-- MATERIAL TO PROCESS follows --

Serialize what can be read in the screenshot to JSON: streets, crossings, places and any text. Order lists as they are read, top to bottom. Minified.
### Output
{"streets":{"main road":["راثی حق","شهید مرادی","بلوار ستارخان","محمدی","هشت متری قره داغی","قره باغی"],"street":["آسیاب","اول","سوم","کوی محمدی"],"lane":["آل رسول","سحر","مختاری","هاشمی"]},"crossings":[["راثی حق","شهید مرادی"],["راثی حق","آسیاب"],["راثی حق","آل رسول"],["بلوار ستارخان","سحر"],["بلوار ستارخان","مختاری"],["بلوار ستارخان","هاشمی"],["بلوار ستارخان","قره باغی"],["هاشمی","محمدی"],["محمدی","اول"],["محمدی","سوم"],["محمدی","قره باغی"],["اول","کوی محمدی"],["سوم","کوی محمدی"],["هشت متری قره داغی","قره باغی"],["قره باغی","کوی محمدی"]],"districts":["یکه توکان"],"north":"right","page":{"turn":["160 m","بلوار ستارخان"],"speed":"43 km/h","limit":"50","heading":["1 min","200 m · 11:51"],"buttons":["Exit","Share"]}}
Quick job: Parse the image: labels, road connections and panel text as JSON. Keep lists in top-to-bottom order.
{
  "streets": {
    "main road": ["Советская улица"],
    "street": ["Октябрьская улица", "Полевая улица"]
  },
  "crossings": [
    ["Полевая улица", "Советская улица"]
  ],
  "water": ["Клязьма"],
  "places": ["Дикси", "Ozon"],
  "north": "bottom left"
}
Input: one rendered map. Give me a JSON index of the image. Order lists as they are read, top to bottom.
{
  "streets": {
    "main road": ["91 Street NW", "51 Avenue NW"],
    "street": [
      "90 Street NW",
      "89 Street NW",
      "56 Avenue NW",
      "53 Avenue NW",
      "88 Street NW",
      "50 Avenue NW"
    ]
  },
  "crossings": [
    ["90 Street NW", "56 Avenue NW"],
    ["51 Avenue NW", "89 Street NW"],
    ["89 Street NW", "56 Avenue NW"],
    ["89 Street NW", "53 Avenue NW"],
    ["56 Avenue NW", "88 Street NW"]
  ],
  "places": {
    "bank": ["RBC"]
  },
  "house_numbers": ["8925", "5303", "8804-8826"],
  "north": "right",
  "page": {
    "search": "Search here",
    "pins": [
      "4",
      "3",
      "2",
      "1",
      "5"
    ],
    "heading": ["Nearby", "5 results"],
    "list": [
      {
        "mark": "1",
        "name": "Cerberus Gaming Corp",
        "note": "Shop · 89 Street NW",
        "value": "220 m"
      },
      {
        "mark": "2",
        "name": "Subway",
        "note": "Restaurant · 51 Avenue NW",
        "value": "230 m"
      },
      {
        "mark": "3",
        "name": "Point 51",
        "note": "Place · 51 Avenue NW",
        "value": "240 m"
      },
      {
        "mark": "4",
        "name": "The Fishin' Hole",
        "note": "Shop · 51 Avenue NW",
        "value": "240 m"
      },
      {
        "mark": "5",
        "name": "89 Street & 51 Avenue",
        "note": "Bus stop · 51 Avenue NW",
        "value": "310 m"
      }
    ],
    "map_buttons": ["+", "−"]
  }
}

-- MATERIAL TO PROCESS concluded --

**DIRECTIONS FOR THIS TASK**
Extract every line containing the string "text" from the data above.

**WRITTEN SOLUTION**
Serialize what can be read in the screenshot to JSON: streets, crossings, places and any text. Order lists as they are read, top to bottom. Minified.
Quick job: Parse the image: labels, road connections and panel text as JSON. Keep lists in top-to-bottom order.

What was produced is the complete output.